Le 27 février 2026, Kobili Traoré, l'ancien meurtrier de Sarah Halimi, a été placé en garde à vue pour « vol à main armée et séquestration », selon nos confrères de Le Figaro. Cette nouvelle information est venue alerter les autorités judiciaires, qui ont ouvert une enquête criminelle pour ces faits.
Ce qu'il faut retenir
- Kobili Traoré, 36 ans, a été placé en garde à vue pour « vol à main armée et séquestration ».

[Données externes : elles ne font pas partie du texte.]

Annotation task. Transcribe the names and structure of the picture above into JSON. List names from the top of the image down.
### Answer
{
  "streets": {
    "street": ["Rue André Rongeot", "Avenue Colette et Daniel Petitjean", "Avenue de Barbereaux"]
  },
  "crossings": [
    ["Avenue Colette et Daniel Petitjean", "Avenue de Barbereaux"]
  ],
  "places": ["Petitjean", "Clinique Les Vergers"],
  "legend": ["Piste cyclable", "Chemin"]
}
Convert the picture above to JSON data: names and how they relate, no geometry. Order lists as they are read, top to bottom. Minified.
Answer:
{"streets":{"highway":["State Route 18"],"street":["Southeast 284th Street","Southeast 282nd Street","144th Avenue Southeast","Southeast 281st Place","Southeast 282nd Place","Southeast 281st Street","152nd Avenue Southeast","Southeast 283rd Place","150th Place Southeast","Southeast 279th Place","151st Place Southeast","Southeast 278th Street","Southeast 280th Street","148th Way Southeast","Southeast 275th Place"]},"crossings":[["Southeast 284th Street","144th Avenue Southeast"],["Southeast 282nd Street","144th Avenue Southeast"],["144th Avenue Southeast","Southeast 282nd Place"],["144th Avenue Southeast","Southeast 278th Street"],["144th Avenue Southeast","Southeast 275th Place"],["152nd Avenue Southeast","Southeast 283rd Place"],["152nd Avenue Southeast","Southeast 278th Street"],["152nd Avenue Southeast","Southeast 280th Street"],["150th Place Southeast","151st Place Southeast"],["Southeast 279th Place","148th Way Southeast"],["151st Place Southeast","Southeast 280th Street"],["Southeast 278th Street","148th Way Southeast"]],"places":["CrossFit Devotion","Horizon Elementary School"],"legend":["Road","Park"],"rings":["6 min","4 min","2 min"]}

- Il était déjà interné dans un hôpital psychiatrique à Saint-Maurice (Val-de-Marne) pour son crime précédent.
- La justice a estimé que Kobili Traoré était sous l'emprise de substances illicites, en l'occurrence du cannabis, ayant déclenché une bouffée délirante aiguë ayant aboli son discernement au moment du meurtre.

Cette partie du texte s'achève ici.